I've been on a "Proto-Indo-European kick" for some time now and so maybe it's time to welcome some new subjects. Variety is the spice of life, they say. My mind has been returning to the issue of the Minoans and the stinking mysteries that authors almost seem to encourage by drowning the reader in what-ifs and no conclusive framework. I think I now have another opinionative plaint against the style of many history books.

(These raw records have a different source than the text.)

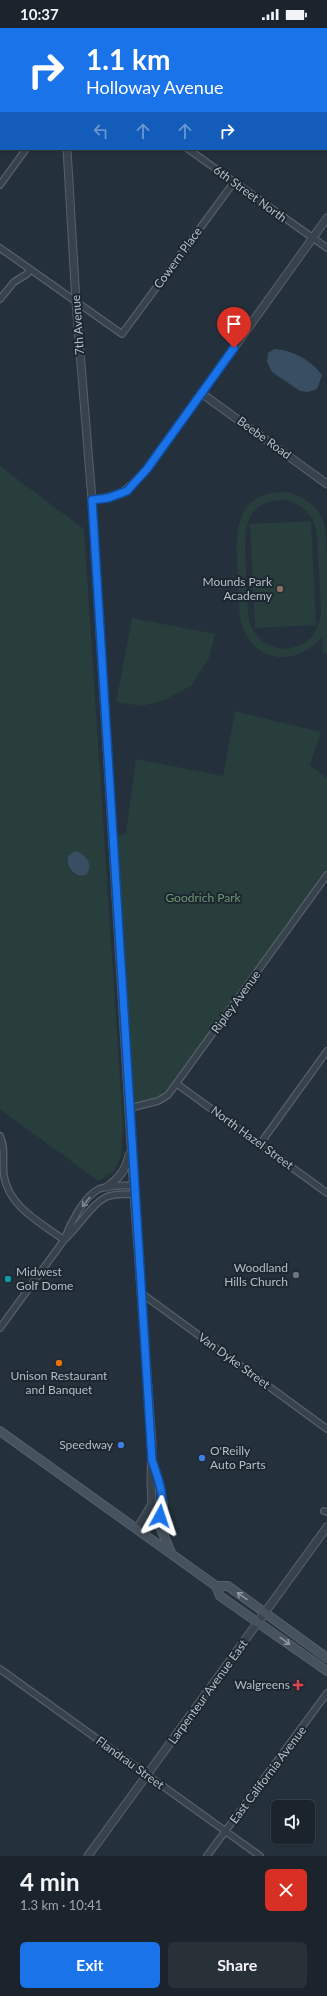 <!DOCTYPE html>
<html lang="en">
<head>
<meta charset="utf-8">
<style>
  :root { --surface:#1b242c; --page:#283038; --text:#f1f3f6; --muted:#a0a4a9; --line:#394148; --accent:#1a73e8 }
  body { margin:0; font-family:Lato,sans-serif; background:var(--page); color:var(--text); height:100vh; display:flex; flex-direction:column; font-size:15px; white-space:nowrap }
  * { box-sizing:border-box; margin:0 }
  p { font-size:13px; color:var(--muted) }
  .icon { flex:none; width:22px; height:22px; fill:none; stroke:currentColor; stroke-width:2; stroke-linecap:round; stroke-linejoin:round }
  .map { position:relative; height:1828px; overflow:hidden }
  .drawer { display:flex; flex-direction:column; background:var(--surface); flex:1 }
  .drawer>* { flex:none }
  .banner { position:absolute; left:0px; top:0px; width:327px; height:122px; box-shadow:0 1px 3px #0004,0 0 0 1px var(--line); background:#1a73e8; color:#fff; overflow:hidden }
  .controls { position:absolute; left:271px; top:1772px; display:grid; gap:8px }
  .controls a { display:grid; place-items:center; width:44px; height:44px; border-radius:6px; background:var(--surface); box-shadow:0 1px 3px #0004,0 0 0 1px var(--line); font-size:20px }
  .pin { position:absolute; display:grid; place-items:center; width:34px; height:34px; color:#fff; margin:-41px -17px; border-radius:50% 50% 50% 0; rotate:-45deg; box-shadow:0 0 4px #0007 }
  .pin .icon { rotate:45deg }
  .me { position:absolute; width:44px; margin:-22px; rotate:5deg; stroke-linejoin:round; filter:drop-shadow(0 0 3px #0008) }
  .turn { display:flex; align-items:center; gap:14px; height:84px; padding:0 20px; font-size:18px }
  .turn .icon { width:52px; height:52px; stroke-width:2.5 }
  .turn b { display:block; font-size:28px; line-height:34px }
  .lanes { display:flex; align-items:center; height:38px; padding:0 20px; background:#0003; justify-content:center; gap:20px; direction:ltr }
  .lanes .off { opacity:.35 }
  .round { display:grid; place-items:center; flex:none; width:42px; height:42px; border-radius:6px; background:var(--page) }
  .summary { display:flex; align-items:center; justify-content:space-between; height:68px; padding:0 20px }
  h1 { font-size:24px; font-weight:700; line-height:30px }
  .button { display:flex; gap:8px; margin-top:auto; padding:8px 20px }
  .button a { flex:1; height:46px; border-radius:6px; background:var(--accent); color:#fff; font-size:16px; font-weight:700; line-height:46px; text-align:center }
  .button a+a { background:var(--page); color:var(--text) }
  .status { display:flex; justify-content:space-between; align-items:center; height:28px; padding:0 20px; background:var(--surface); direction:ltr }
  .status svg { height:11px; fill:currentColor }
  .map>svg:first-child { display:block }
  .green { fill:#273e3d; fill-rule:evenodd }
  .water { fill:#394e62 }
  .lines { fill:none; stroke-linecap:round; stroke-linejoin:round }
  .minor-casing { stroke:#566069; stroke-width:8 }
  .tertiary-casing { stroke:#566069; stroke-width:9 }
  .secondary-casing { stroke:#566069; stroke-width:10 }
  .minor { stroke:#38424c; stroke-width:5.5 }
  .tertiary { stroke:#38424c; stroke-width:7 }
  .secondary { stroke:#46525e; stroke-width:8 }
  .oneway { stroke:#7c8690 }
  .oneway2 { stroke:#8e98a2 }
  .route-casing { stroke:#114b97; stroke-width:10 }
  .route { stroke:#1a73e8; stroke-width:7 }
  .education-dot { fill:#8d6e63; stroke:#1d2730; stroke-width:1.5 }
  .worship-dot { fill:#6b7280; stroke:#1d2730; stroke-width:1.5 }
  .culture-dot { fill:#0f9aa8; stroke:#1d2730; stroke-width:1.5 }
  .food-dot { fill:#e8710a; stroke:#1d2730; stroke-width:1.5 }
  .shop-dot { fill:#3f7fe0; stroke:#1d2730; stroke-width:1.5 }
  .health-dot { fill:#e0444e; stroke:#1d2730; stroke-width:1.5 }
  .labels { text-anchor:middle; stroke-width:4; stroke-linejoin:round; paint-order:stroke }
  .street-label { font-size:12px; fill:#b4bdc7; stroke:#1d2730 }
  .poi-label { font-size:12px; fill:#b4bdc7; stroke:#1d2730; text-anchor:end }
  .park-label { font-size:12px; fill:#6c9772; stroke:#1d2730 }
</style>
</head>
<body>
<div class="status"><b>10:37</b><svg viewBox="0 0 49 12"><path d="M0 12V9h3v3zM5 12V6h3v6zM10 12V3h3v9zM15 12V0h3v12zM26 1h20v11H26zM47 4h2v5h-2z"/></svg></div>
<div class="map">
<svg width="327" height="1828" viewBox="0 0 327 1828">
  <rect width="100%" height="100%" fill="#24303b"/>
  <!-- green -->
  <path class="green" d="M0,438L84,501L123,1097L121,1128L114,1143L98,1153L0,1081Z
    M286,464C302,467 317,477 323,493C327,504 326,516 327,527C327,560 327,593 327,626H323L322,609C301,634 264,638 246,607C237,591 239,570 238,553C236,513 229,463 286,464ZM285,472C303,476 315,488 317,507L321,582C320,631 254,634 248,586C247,571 246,555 246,540C244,508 241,471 285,472Z
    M311,493L316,597L255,600L250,496Z
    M132,590L215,606L209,630L191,658L164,672L142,678L116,674Z
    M235,683L321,704L310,737L327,750V847L177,1056L158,1073L130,1080L113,809L126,805L136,731L223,748Z"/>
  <!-- water -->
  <path class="water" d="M274,321C292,322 311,332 322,347L317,361L308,364L300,363L272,344L267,334L268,325Z
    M75,823C86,826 94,836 86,847C74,850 66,838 68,828Z"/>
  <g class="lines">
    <defs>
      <path id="minor" d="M21,0L22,1
        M326,26L327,25
        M188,121L327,220
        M0,157L26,121
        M0,220L122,306L234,154
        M0,271L14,254L27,246L30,242
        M177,1056L327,1165
        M130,1080L158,1073L168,1067L327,847
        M0,1108C6,1121 2,1134 4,1148C9,1179 41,1195 64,1212
        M260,1116L327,1023
        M64,1212C78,1200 93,1173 109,1168C117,1166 126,1166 134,1166
        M141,1265L327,1401
        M0,1300L64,1212C70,1196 84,1168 99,1161C110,1157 123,1158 134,1157
        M324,1483L327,1484
        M0,1641L260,1828
        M207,1828L327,1665"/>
      <path id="tertiary" d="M60,0V1
        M67,121L76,274L92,472L134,1166L152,1415L151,1454L152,1476L137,1501
        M201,365L327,456
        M92,472C123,468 126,464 147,441L327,190
        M107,1159C119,1150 126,1142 129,1127
        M143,1506C165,1476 166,1472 153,1436
        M88,1828L327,1499"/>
      <path id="secondary" d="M0,1403L216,1558H228L327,1630
        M162,1469L163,1477L160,1498L171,1525
        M216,1558L220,1568L327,1643"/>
    </defs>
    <!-- minor casing -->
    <use href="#minor" class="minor-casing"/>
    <!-- tertiary casing -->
    <use href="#tertiary" class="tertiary-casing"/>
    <!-- secondary casing -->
    <use href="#secondary" class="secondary-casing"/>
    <!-- minor -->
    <use href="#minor" class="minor"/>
    <!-- tertiary -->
    <use href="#tertiary" class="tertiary"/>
    <!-- secondary -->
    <use href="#secondary" class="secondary"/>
  </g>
  <!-- one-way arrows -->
  <defs><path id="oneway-shaft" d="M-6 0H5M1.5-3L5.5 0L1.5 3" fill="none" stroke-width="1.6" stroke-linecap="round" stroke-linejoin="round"/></defs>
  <use class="oneway" href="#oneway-shaft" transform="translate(86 1174) rotate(128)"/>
  <g class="oneway2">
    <use href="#oneway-shaft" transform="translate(242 1568) rotate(-145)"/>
    <use href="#oneway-shaft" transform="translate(285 1613) rotate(36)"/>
  </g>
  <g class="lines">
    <defs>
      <path id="route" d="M160,1488C166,1468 158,1451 152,1432L92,472L108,470L127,463L147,441L234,320"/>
    </defs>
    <!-- route casing -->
    <use href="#route" class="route-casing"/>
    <!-- route -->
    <use href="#route" class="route"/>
  </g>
  <!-- markers -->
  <circle class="education-dot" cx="280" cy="561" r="4"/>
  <circle class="worship-dot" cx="296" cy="1247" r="4"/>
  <circle class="culture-dot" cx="8" cy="1251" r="4"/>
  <circle class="food-dot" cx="59" cy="1335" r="4"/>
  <g class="shop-dot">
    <circle cx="121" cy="1417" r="4"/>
    <circle cx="202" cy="1430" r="4"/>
  </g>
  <path class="health-dot" d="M296 1651h4v4h4v4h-4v4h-4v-4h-4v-4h4z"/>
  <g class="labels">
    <!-- street labels -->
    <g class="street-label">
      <text transform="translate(250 166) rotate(36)" y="4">6th Street North</text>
      <text transform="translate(178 230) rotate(-54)" y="4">Cowern Place</text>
      <text transform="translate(78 297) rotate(-94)" y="4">7th Avenue</text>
      <text transform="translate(264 410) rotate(36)" y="4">Beebe Road</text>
      <text transform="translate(236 974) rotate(-54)" y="4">Ripley Avenue</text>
      <text transform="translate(252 1110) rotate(36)" y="4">North Hazel Street</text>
      <text transform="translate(234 1333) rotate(36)" y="4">Van Dyke Street</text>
      <text transform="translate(208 1664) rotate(-54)" y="4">Larpenteur Avenue East</text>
      <text transform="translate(130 1735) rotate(36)" y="4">Flandrau Street</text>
      <text transform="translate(268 1747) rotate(-53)" y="4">East California Avenue</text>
    </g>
    <!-- poi labels -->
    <g class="poi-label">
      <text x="272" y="558">Mounds Park<tspan x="272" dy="14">Academy</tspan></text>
      <text x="288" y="1244">Woodland<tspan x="288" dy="14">Hills Church</tspan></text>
      <text x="16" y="1248" text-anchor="start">Midwest<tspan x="16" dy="14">Golf Dome</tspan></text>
      <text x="59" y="1352" text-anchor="middle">Unison Restaurant<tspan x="59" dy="14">and Banquet</tspan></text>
      <text x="113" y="1421">Speedway</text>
      <text x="210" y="1427" text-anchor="start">O'Reilly<tspan x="210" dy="14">Auto Parts</tspan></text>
      <text x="290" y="1661">Walgreens</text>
    </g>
    <!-- park labels -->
    <g class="park-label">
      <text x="203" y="874">Goodrich Park</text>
    </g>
  </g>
</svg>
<div class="controls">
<a><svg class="icon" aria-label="sound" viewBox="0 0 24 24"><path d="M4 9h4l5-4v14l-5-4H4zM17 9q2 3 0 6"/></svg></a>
</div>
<div class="pin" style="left:234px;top:320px;background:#d93025"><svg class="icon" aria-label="arrive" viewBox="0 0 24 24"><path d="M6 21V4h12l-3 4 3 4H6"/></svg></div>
<svg class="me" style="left:160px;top:1488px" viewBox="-20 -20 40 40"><path d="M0-17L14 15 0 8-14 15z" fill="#1a73e8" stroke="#fff" stroke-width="4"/></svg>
<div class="banner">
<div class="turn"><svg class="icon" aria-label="right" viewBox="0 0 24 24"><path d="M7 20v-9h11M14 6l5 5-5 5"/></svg><div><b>1.1 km</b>Holloway Avenue</div></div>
<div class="lanes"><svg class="icon off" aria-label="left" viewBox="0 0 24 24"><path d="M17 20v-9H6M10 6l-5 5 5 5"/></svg><svg class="icon off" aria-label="ahead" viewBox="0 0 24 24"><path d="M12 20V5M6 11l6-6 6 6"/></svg><svg class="icon off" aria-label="ahead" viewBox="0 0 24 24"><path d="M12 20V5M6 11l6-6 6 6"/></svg><svg class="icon" aria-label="right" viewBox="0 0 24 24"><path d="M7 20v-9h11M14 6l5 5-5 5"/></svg></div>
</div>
</div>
<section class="drawer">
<div class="summary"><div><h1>4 min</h1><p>1.3 km · 10:41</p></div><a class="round" style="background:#d93025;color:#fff"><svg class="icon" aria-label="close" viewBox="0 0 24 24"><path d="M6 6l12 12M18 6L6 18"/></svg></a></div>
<div class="button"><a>Exit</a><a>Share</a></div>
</section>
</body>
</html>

Rodney Castleden in The Knossos labyrinth: A new view of the 'Palace of Minos' at Knossos (1990), for example, explains in detail about the archaeology of Minoan civilization. I have no issue with the author, nor with the book per se. All this information appears to be excellent and informative in a way. Yet it's also irritating. I think I find myself being short with it because I have a subconscious objection against reading pages and pages of text that mix known facts about the Minoans, which I appreciate and love since it's my passion afterall, with the history of history itself, or rather, the minutiae of modern academic politics that I abhor with a vehement passion. For me, what historians have theorized through the eons, particularly the theories that no longer hold true, is unimportant and quite frankly egotistical because it reeks of a petty glorification of individuals' personal careers. I don't care about academics and their own histories to be brutally honest. Just the history of the Minoans, thanks.
So at the end of such texts where an author is too timid to offer a structure of his own, the reader is left confused with a myriad of multiple, mutually conflicting ideas from various historians and archaeologists, past and present. But... that's not what I read these books for. I want a structure. My detail-famished mind needs to know step-by-step what happened, or at least what likely happened given current knowledge, regarding the Minoan people themselves.
Oh well, I guess it just goes to show that one needs to be an active participant in reading and to develop one's own testable models to make sure that one understands what was read. Relying on authors for coherent models is in the end partly my fault as a reader. Time to get more pro-active!